The bishops also objected to HHS mandate that requires employers to provide free contraceptives to their employees through their health insurance policies. The original proposal in January attempted to exempt churches while covering religious hospitals and universities. The February adaptation exempted religious hospitals and universities from paying for contraceptives in their insurance plans but required their insurance companies to provide contraceptives free anyway. The administration argued that the cost would not be passed on to the employer because covering contraceptives is cheaper than paying for births, especially problematic births.
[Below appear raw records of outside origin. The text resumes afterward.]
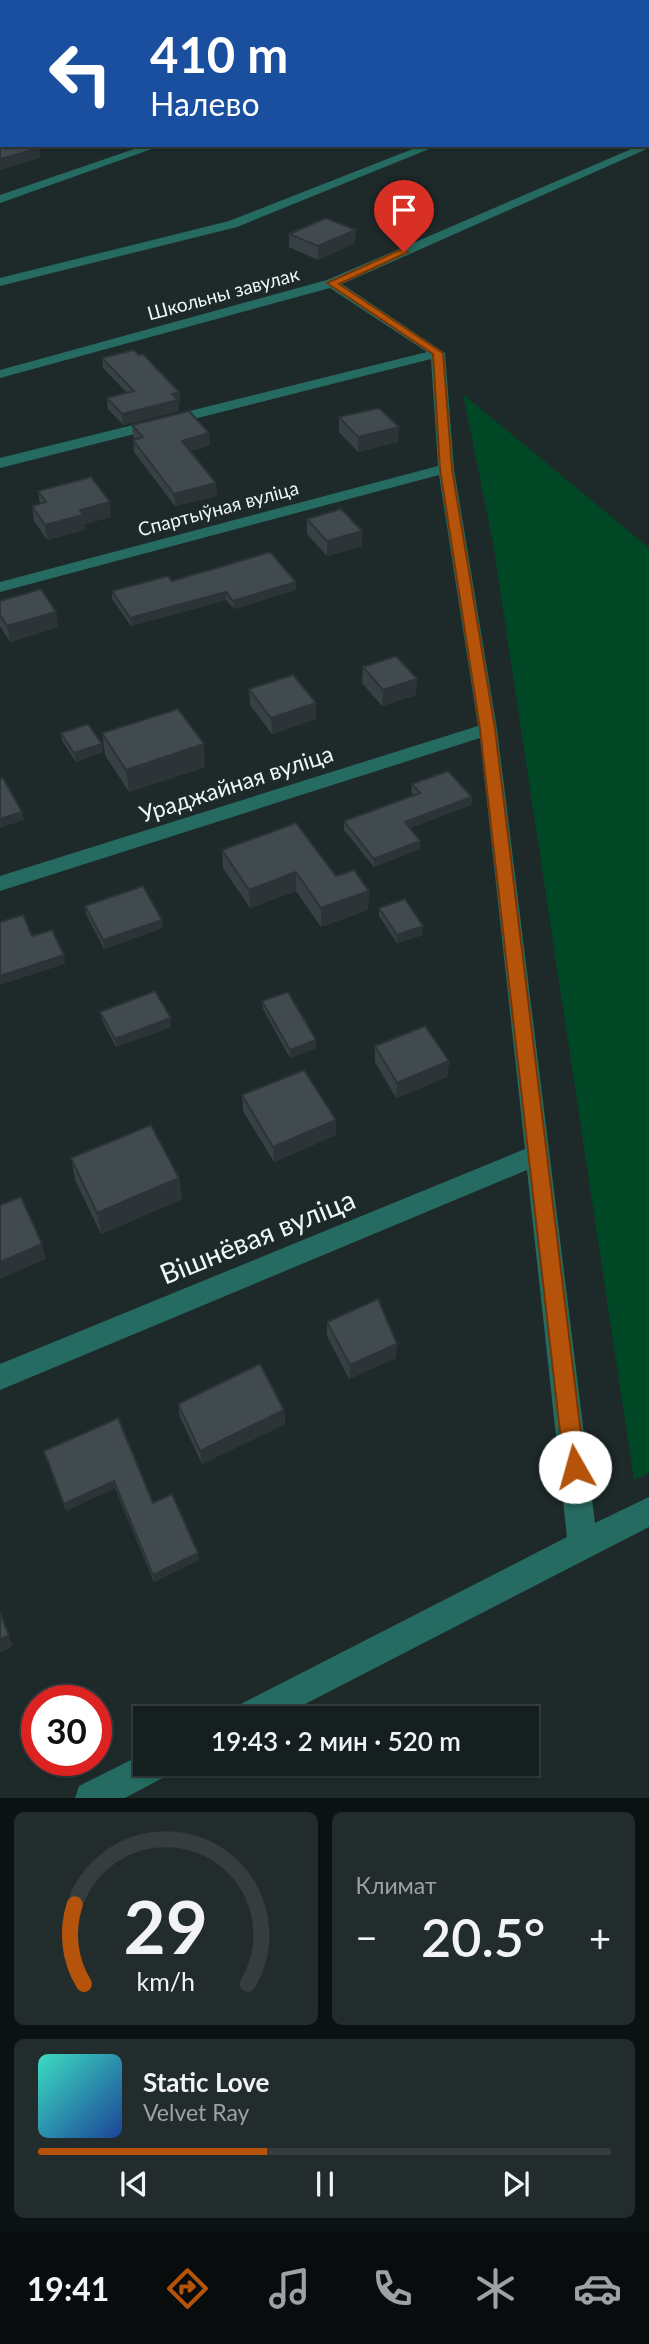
<!DOCTYPE html>
<html lang="ru">
<meta charset="utf-8">
<style>
body{margin:0;font-family:Lato,sans-serif;background:#232c2d;color:#f1f3f6;height:100vh;display:flex;flex-direction:column;font-size:26px;white-space:nowrap}
*{box-sizing:border-box;margin:0}
p{font-size:23px;color:#9ea2a5}
.icon{flex:none;width:38px;height:38px;fill:none;stroke:currentColor;stroke-width:2;stroke-linecap:round;stroke-linejoin:round}
.map{position:relative;height:1798px;overflow:hidden}
.panel{display:flex;flex-direction:column;gap:14px;padding:14px;background:#0c1112;flex:1}
.panel>*{flex:none}
.hud{position:absolute;left:0px;top:0px;width:649px;height:147px;box-shadow:0 2px 5px #0004,0 0 0 2px #353d3e;background:#1a4fa0;color:#fff;overflow:hidden}
.speed{position:absolute;left:21px;top:1685px;display:flex;gap:14px;font-size:35px;font-weight:700;text-align:center}
.speed>*{display:grid;place-content:center;width:91px;height:91px;border-radius:50%;background:#161f20;box-shadow:0 2px 5px #0004,0 0 0 2px #353d3e;line-height:1}
.speed .limit{border:10px solid #d22;background:#fff;color:#111}
.pin{position:absolute;display:grid;place-items:center;width:60px;height:60px;color:#fff;margin:-72px -30px;border-radius:50% 50% 50% 0;rotate:-45deg;box-shadow:0 0 7px #0007}
.pin .icon{rotate:45deg}
.me{position:absolute;width:77px;margin:-38px;rotate:353deg;stroke-linejoin:round;filter:drop-shadow(0 0 5px #0008)}
.turn{display:flex;align-items:center;gap:24px;height:147px;padding:0 35px;font-size:32px}
.turn .icon{width:91px;height:91px;stroke-width:2.5}
.turn b{display:block;font-size:49px;line-height:60px}
.big{font-size:52px;font-weight:600;line-height:1.1}
.panel .widget{flex:1;display:flex;flex-direction:column;justify-content:center;gap:10px;min-width:0;padding:0 24px;border-radius:10px;background:#232c2d}
.panel .dial{align-items:center;gap:0}
.dial svg{height:182px;overflow:visible;fill:none;stroke:#353d3e;stroke-width:7;stroke-linecap:round;text-anchor:middle}
.dial text{fill:#f1f3f6;stroke:none}
.song{display:flex;align-items:center;gap:21px}
.cover{width:84px;height:84px;border-radius:10px;background:linear-gradient(135deg,hsl(170 70% 55%),hsl(220 70% 35%))}
.played{height:7px;border-radius:4px;background:linear-gradient(90deg,#b45309 40%,#353d3e 40%)}
.keys{display:flex;justify-content:space-around;direction:ltr}
.heat{display:flex;justify-content:space-between;align-items:center;font-size:38px;direction:ltr}
.panel .tiles{flex:1;display:grid;gap:14px;grid-template-columns:1fr 1fr}
.widget:last-child{grid-column:span 2}
.trip{position:absolute;left:133px;top:1706px;width:406px;height:70px;border-radius:0px;background:#161f20;box-shadow:0 2px 5px #0004,0 0 0 2px #353d3e;font-weight:600;line-height:70px;text-align:center}
.tabs{display:flex;height:112px;justify-content:space-around;align-items:center;background:#090c0d;color:#9ea2a5}
.tabs .icon{width:49px;height:49px}
.tabs .active{color:#b45309}
.tabs b{font-size:32px;color:#f1f3f6}
.map>svg:first-child{display:block}
</style>
<div class="map">
<svg width="649" height="1798" viewBox="0 0 649 1798">
<rect width="100%" height="100%" fill="#1e292a"/>
<!-- green -->
<polygon fill="#004726" points="463,394 649,548 649,1473 634,1480 493,543"/>
<g fill="none" stroke-linecap="round" stroke-linejoin="round">
<!-- stream -->
<g stroke="#001041" stroke-width="4.5">
<polyline points="305,0 310,2"/>
<polyline points="546,0 551,2"/>
</g>
<!-- minor -->
<g fill="#266b61" fill-rule="evenodd">
<polygon points="279,0 292,0 293,2 281,2"/>
<polygon points="2,34 2,40 0,41 0,35"/>
<polygon points="146,145 163,145 0,203 0,195"/>
<polygon points="423,145 439,145 237,227 0,286 0,278 229,221"/>
<polygon points="635,145 647,145 649,148 342,284 445,353 454,469 497,729 595,1523 649,1497 649,1527 278,1718 230,1718 235,1707 567,1537 527,1170 0,1390 0,1364 525,1149 480,738 0,891 0,876 478,726 439,475 0,592 0,582 438,466 431,359 0,468 0,458 427,352 330,288 0,378 0,370 327,280 636,147"/>
<polygon points="145,1753 145,1764 173,1764 168,1775 125,1798 75,1798 79,1786"/>
</g>
</g>
<!-- wall -->
<g fill="#374044">
<polygon points="289,234 355,243 318,260 289,247"/>
<polygon points="102,358 179,392 180,403 178,403 179,411 123,425 108,409 107,398 127,393 103,368"/>
<polygon points="339,417 399,427 398,442 358,452 339,432"/>
<polygon points="132,425 210,445 190,451 217,496 175,506 134,452 133,440 136,439 133,437"/>
<polygon points="38,491 111,517 84,524 85,530 47,540 34,521 32,506 40,504"/>
<polygon points="307,519 362,531 362,546 327,556 307,534"/>
<polygon points="172,581 296,590 234,609 226,600 131,626 112,599 112,591"/>
<polygon points="0,601 58,627 10,642 0,626"/>
<polygon points="363,667 416,695 382,706 362,683"/>
<polygon points="249,689 316,703 316,719 272,734 250,705"/>
<polygon points="61,733 102,744 103,752 76,762 62,741"/>
<polygon points="102,733 205,767 129,792 105,755"/>
<polygon points="412,784 472,797 471,805 410,828 420,849 374,867 344,830 344,821 414,795 411,792"/>
<polygon points="222,850 336,876 369,891 368,910 321,927 296,891 250,908 223,868"/>
<polygon points="85,906 163,928 104,949 86,914"/>
<polygon points="379,908 423,926 423,935 397,943 379,916"/>
<polygon points="262,1001 316,1040 316,1048 290,1058 263,1009"/>
<polygon points="100,1012 171,1018 171,1027 116,1047 102,1020"/>
<polygon points="375,1046 449,1061 447,1077 396,1098 375,1062"/>
<polygon points="242,1095 336,1120 336,1135 274,1162 243,1111"/>
<polygon points="71,1158 179,1178 182,1199 101,1234 75,1180"/>
<polygon points="327,1322 396,1358 349,1379 327,1336"/>
<polygon points="178,1404 284,1410 285,1424 202,1464 180,1417"/>
<polygon points="44,1451 153,1503 199,1560 154,1582 115,1488 66,1511"/>
</g>
<!-- shaded-wall -->
<g fill="#2d3437">
<polygon points="172,0 208,0 201,2 171,2"/>
<polygon points="0,116 2,116 2,126 0,127"/>
<polygon points="39,148 40,158 0,170 0,159"/>
<polygon points="356,230 355,243 318,260 318,246"/>
<polygon points="179,392 180,403 178,403 179,411 123,425 122,414"/>
<polygon points="399,427 398,442 358,452 358,437"/>
<polygon points="209,433 210,445 183,453 182,441"/>
<polygon points="216,483 217,496 175,506 174,494"/>
<polygon points="110,502 111,517 84,524 85,530 47,540 45,525 80,510"/>
<polygon points="362,531 362,546 327,556 327,541"/>
<polygon points="296,582 296,590 234,609 233,601"/>
<polygon points="226,592 226,600 131,626 130,618"/>
<polygon points="56,612 58,627 10,642 7,626"/>
<polygon points="417,679 416,695 382,706 383,690"/>
<polygon points="316,703 316,719 272,734 271,718"/>
<polygon points="102,744 103,752 76,762 74,753"/>
<polygon points="204,744 205,767 129,792 126,770"/>
<polygon points="472,797 471,805 404,830 405,822"/>
<polygon points="22,812 24,820 0,828 0,819"/>
<polygon points="420,841 420,849 374,867 374,859"/>
<polygon points="296,872 296,891 250,908 249,890"/>
<polygon points="369,891 368,910 321,927 321,908"/>
<polygon points="162,920 163,928 104,949 103,940"/>
<polygon points="423,926 423,935 397,943 397,935"/>
<polygon points="64,955 65,964 0,985 0,976"/>
<polygon points="171,1018 171,1027 116,1047 115,1039"/>
<polygon points="316,1040 316,1048 290,1058 290,1050"/>
<polygon points="449,1061 447,1077 396,1098 397,1083"/>
<polygon points="336,1120 336,1135 274,1162 273,1147"/>
<polygon points="179,1178 182,1199 101,1234 97,1213"/>
<polygon points="42,1244 46,1259 0,1279 0,1262"/>
<polygon points="397,1344 396,1358 349,1379 350,1365"/>
<polygon points="284,1410 285,1424 202,1464 200,1451"/>
<polygon points="114,1481 115,1488 66,1511 64,1504"/>
<polygon points="198,1553 199,1560 154,1582 153,1575"/>
<polygon points="0,1612 13,1646 0,1653"/>
</g>
<!-- building -->
<g fill="#404a4f" stroke="#2d3437" stroke-width="2">
<polygon points="25,0 172,0 171,0 176,2 18,2"/>
<polygon points="0,6 2,6 2,20 0,19"/>
<polygon points="2,63 2,84 0,84 0,64"/>
<rect x="0" y="94" width="2" height="22"/>
<polygon points="0,126 2,127 2,145 34,145 39,148 0,159"/>
<polygon points="326,218 356,230 318,246 289,234"/>
<polygon points="134,350 139,355 143,354 179,392 172,394 178,400 122,414 107,398 134,391 102,358"/>
<polygon points="379,408 399,427 358,437 339,417"/>
<polygon points="189,411 209,433 182,441 216,483 174,494 133,440 143,437 132,425"/>
<polygon points="91,477 110,502 80,510 83,515 45,525 32,506 46,502 38,491"/>
<polygon points="341,509 362,531 327,541 307,519"/>
<polygon points="270,552 296,582 233,601 226,592 130,618 112,591 168,576 172,581"/>
<polygon points="41,589 56,612 7,626 0,615 0,601"/>
<polygon points="396,656 417,679 383,690 363,667"/>
<polygon points="293,675 316,703 271,718 249,689"/>
<polygon points="178,709 204,744 126,770 102,733"/>
<polygon points="88,724 102,744 74,753 61,733"/>
<polygon points="448,771 472,797 405,822 420,841 374,859 344,821 420,793 412,784"/>
<polygon points="3,778 22,812 0,819 0,779"/>
<polygon points="296,823 336,876 354,870 369,891 321,908 296,872 249,890 222,850"/>
<polygon points="143,886 162,920 103,940 85,906"/>
<polygon points="405,899 423,926 397,935 379,908"/>
<polygon points="23,915 32,936 52,930 64,955 0,976 0,922"/>
<polygon points="155,991 171,1018 115,1039 100,1012"/>
<polygon points="288,992 316,1040 290,1050 262,1001"/>
<polygon points="425,1026 449,1061 397,1083 375,1046"/>
<polygon points="304,1070 336,1120 273,1147 242,1095"/>
<polygon points="151,1125 179,1178 97,1213 71,1158"/>
<polygon points="21,1197 42,1244 0,1262 0,1205"/>
<polygon points="378,1299 397,1344 350,1365 327,1322"/>
<polygon points="260,1364 284,1410 200,1451 178,1404"/>
<polygon points="118,1418 153,1503 172,1494 198,1553 153,1575 114,1481 64,1504 44,1451"/>
<polygon points="0,1613 9,1635 0,1640"/>
</g>
<!-- route -->
<polygon fill="#b45309" stroke="#753606" stroke-width="2" points="400,250 408,252 339,284 443,353 452,469 495,729 585,1467 582,1474 575,1478 567,1474 564,1467 480,729 440,469 433,354 327,283"/>
<g text-anchor="middle" dominant-baseline="central" stroke-width="7" stroke-linejoin="round" paint-order="stroke">
<!-- far-street labels -->
<g font-size="19" fill="#eff6f7" stroke="#1e292a">
<text transform="translate(223 293) rotate(-15)">Школьны завулак</text>
<text transform="translate(218 508) rotate(-15)">Спартыўная вуліца</text>
</g>
<!-- street labels -->
<g font-size="23" fill="#eff6f7" stroke="#1e292a">
<text transform="translate(236 783) rotate(-18)">Ураджайная вуліца</text>
</g>
<!-- near-street labels -->
<g font-size="28" fill="#eff6f7" stroke="#1e292a">
<text transform="translate(257 1236) rotate(-22)">Вішнёвая вуліца</text>
</g>
</g>
</svg>
<div class="speed"><div class="limit">30</div></div>
<div class="pin" style="left:404px;top:252px;background:#d93025"><svg class="icon" aria-label="arrive" viewBox="0 0 24 24"><path d="M6 21V4h12l-3 4 3 4H6"/></svg></div>
<svg class="me" style="left:575px;top:1467px" viewBox="-20 -20 40 40"><circle r="19" fill="#fff"/><path d="M0-13L10 11 0 6-10 11z" fill="#b45309"/></svg>
<div class="trip">19:43 · 2 мин · 520 m</div>
<div class="hud">
<div class="turn"><svg class="icon" aria-label="left" viewBox="0 0 24 24"><path d="M17 20v-9H6M10 6l-5 5 5 5"/></svg><div><b>410 m</b>Налево</div></div>
</div>
</div>
<section class="panel">
<div class="tiles">
<div class="widget dial"><svg viewBox="0 0 100 80">
<path d="M14 69A42 42 0 1 1 86 69"/>
<path d="M14 69A42 42 0 0 1 10 34" stroke="#b45309"/>
<text x="50" y="56" font-size="32" font-weight="700">29</text>
<text x="50" y="72" font-size="11">km/h</text>
</svg></div>
<div class="widget"><p>Климат</p>
<div class="heat"><a>−</a><b class="big">20.5°</b><a>+</a></div>
</div>
<div class="widget">
<div class="song"><i class="cover"></i><div><b>Static Love</b><p>Velvet Ray</p></div></div>
<div class="played"></div>
<div class="keys"><svg class="icon" aria-label="previous" viewBox="0 0 24 24"><path d="M18 5L8 12l10 7zM5 5v14"/></svg><svg class="icon" aria-label="pause" viewBox="0 0 24 24"><path d="M8 5v14M16 5v14"/></svg><svg class="icon" aria-label="next" viewBox="0 0 24 24"><path d="M6 5l10 7-10 7zM19 5v14"/></svg></div>
</div>
</div>
</section>
<nav class="tabs">
<b>19:41</b>
<svg class="icon active" aria-label="directions" viewBox="0 0 24 24"><path d="M12 3l9 9-9 9-9-9zM9 14v-3h6M13 9l2 2-2 2"/></svg>
<svg class="icon" aria-label="music" viewBox="0 0 24 24"><path d="M9 18V5l10-2v13"/><circle cx="6" cy="18" r="3"/><circle cx="16" cy="16" r="3"/></svg>
<svg class="icon" aria-label="phone" viewBox="0 0 24 24"><path d="M5 4h4l2 5-3 2q2 4 5 5l2-3 5 2v4C11 20 4 13 5 4z"/></svg>
<svg class="icon" aria-label="climate" viewBox="0 0 24 24"><path d="M12 3v18M4 7l16 10M4 17L20 7"/></svg>
<svg class="icon" aria-label="car" viewBox="0 0 24 24"><path d="M5 17H2v-5l4-1 3-4h7l3 4 3 1v5h-3M9 17h6M6 11h13"/><circle cx="7" cy="17" r="2"/><circle cx="17" cy="17" r="2"/></svg>
</nav>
Since the bishops object to the contraceptive mandate for any employer (including Taco Bell), there is nothing that the administration can do to satisfy the bishops completely. But it could adopt the solution proposed by the Catholic Health Association, which wants a complete exemption for religious institutions with the government providing free contraceptives to the institutions’ employees. This solves to conscience problem for Catholic employers while still getting free contraceptives to their employees. It is a win win.
If the administration could not implement such a solution without legislation, then there two minor changes that would deal with at least some of the issues raised by the bishops.
First, the four-part definition of “religious employer,” which was meant to exempt churches, is seriously flawed. It requires that the employer “(1) has the inculcation of religious values as its purpose; (2) primarily employs persons who share its religious tenets; (3) primarily serves persons who share its religious tenets;” and 4) be a church as defined in the Internal Revenue Code.
The first three parts of the definition are unnecessary and could pressure Catholic parishes to stop hiring and serving non-Catholics. This presents the image of the pastor turning away non-Catholic homeless people from shelter in the church basement when it is freezing outside. It could also threaten inner-city Catholic parish schools that educate Black students. The IRS has lots of experience distinguishing churches, which are exempt from filing 990 information returns, from other organizations. HHS should not add to the IRS’s definition.
Second, the February adaptation, while exempting hospitals and universities from paying for contraceptive coverage in their insurance policies, requires their insurance provider to give free contraceptives anyway. This might work for normal insurance, but many of these institutions are self-insured. They are the insurance company, so they will still have to pay for contraceptives. HHS hopes to find a solution to this problem, but in the meantime, HHS should simply exempt religious hospitals and universities that are self-insured when the contraceptive mandate goes into effect in August 2013.
Will these changes get the bishops off the administration’s back? No. But they will show that the administration can be gracious in victory and takes seriously the problems faced by Catholic institutions.
Thomas J. Reese is senior fellow at the Woodstock Theological Center at Georgetown University. He is the author of a trilogy examining church organization and politics: “Archbishop: Inside the Power Structure of the American Catholic Church” (Harper & Row, 1989), “A Flock of Shepherds: The National Conference of Catholic Bishops” (Sheed & Ward , 1992), and “Inside the Vatican: The Politics and Organization of the Catholic Church” (Harvard University Press, 1997).